In my 2021 National Poetry Month post (linked above), I mentioned two publishers which focus specifically, or heavily, on poetry – Giramondo and Pitt Street Poetry – so you can read more about those there. Other more general publishers also support poetry. There are too many for me to include here, but I will exemplify with a few:

  • Black Inc: an independent Melbourne-based publisher which supports poetry, with a focus (I’d say) on established poets. They have published annual Best Australian poems anthologies (though not since 2017 it seems); they publish The best 100 poems of [poet, like Dorothy Porter] series, and they also publish poetry collections, including, most recently the posthumous Les Murray collection, Continuous creation.
  • Fremantle Press: an independent Western Australia-based publisher which publishes poetry regularly, both as single poet collections (including John Kinsella and Tracy Ryan) and anthologies.
  • UQP: a university-based publisher in Queensland, which is also a strong publisher of poetry. Not surprisingly, given their track record in publishing First Nations writing, they are a major publisher of First Nations poets, like Evelyn Araluen, Tony Birch, Jazz Money, and Ellen van Neerven, alongside many other new and established poets.

I have reviewed poetry from all of the above. For more publishers, check out this Poetry Sydney page which includes these, plus more, like Ginninderra Press, Magabala Books, and Wakefield Press.


I covered several of Australia’s significant poetry awards in my dedicated Monday Musings post linked above, and Wikipedia has a useful list too. I love that the majority of poetry awards are named for poets. Here I will share a few that I didn’t include in my 2014 post:

  • Anne Elder Award has gone through some changes since its establishment in 1976 by the Victorian Branch of the Fellowship of Australian Writers. It goes to the best first book of poetry published in Australia, and since 2018 has been managed by Australian Poetry.
  • Biennial Helen Anne Bell Poetry Bequest Award is a more recent poetry prize, with the inaugural award being made in 2013. The original prize was $7,000 but it’s now described as Australia’s richest poetry prize, with $40,000 going to the 2021 winner. It is “dedicated to celebrating women poets”, with, says AustLit, the award going to “an Australian woman poet for a collection of previously unpublished poems”. It is managed by the University of Sydney.
  • Mary Gilmore Award has gone through a number of permutations and slight name changes since it was established by the ACTU (Australian Council of Trade Unions) in 1956. Love this. It is currently an annual prize for a first book of poetry published in Australia, and is managed by the Association for the Study of Australian Literature.
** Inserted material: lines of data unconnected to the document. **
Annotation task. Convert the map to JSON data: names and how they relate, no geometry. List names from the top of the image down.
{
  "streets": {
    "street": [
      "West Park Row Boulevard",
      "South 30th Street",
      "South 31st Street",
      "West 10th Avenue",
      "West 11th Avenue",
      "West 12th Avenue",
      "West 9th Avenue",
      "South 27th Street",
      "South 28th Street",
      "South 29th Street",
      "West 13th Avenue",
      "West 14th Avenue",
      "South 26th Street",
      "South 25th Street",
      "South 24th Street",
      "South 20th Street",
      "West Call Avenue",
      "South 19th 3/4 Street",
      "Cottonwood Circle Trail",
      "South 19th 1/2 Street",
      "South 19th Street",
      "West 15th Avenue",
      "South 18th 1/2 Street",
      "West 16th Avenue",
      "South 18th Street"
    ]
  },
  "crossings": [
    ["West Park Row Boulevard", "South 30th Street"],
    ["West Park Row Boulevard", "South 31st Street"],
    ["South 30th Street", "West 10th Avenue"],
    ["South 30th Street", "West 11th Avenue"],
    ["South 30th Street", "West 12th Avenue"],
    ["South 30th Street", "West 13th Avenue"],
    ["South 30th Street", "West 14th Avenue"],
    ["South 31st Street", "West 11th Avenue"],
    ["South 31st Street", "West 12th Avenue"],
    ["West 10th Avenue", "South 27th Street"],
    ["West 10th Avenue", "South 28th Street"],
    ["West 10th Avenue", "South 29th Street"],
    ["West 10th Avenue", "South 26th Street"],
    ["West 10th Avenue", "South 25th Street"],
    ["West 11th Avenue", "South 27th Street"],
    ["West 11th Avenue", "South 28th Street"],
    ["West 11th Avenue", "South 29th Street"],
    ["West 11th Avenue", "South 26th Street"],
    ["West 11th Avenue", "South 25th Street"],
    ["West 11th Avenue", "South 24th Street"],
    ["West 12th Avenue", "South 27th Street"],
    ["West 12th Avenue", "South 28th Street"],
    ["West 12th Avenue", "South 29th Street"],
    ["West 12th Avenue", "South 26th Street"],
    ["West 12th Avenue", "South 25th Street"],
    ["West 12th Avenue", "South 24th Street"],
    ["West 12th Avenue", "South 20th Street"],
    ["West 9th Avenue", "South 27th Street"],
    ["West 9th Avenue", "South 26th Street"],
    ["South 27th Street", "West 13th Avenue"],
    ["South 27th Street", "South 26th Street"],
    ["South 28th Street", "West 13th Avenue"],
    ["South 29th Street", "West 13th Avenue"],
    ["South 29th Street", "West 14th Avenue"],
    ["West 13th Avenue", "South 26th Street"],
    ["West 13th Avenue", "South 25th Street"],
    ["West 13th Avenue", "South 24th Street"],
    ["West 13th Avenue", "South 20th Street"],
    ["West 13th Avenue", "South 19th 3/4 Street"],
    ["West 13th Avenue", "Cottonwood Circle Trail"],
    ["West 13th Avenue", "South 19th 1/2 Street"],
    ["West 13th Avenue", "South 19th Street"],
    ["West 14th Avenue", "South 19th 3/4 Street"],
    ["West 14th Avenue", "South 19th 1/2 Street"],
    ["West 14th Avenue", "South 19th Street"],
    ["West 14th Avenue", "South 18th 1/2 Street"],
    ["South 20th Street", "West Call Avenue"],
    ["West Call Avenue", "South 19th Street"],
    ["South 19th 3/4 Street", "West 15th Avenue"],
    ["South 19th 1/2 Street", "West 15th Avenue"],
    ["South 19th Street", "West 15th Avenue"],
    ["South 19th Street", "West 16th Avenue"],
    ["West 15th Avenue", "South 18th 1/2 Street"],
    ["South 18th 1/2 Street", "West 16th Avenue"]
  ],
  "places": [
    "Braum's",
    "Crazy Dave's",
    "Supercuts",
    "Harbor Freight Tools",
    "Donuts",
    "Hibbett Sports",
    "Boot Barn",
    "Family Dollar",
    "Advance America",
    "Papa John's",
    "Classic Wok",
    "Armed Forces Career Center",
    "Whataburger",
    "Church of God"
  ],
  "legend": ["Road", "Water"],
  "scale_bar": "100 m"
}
The 2022 winner was Jelena Dinic’s In the Room with the She Wolf published by Wakefield Press.


Many writers festivals include a poetry panel or two, and those of you who attend folk festivals will know that these festivals often include poetry sessions (mostly, in my experience, of the bush verse variety).

However, there are some specialist poetry festivals, like the following:

  • Perth Poetry Festival, is an annual festival with this year’s being its 18th. Its webpage is brief but you can read more about it there. It is run by WA Poets Inc.
  • Poetry on the Move is a festival that was established in Canberra in 2015 by the University of Canberra. Its website describes its aims as being “to promote poetry as a vibrant art form through the engagement with international, national and local poetry communities”.
  • Queensland Poetry has operated as an incorporated association, the Queensland Poetry Festival Inc, since 2007. Their aim, according to their home page, is “Supporting poets on page and stage across Queensland”. Check out their website for the range of their activities, but as far as I can tell, this year’s festival, Emerge, ran from June 3rd to 6th.
  • Red Dirt Poetry Festival has already appeared on this blog, through Glen Hunting who often comments here. As its website says, it is a “4-day International poetry and spoken word celebration in Mparntwe/Alice Springs”. It’s a hybrid festival offering both in-person and digital sessions, and involves national and international poets. The sessions include “presentations, workshops, showcases and exclusive commissioned works”.
  • Tasmanian Poetry Festival is a longstanding festival which started in 1985 ran its 37th event in 2021.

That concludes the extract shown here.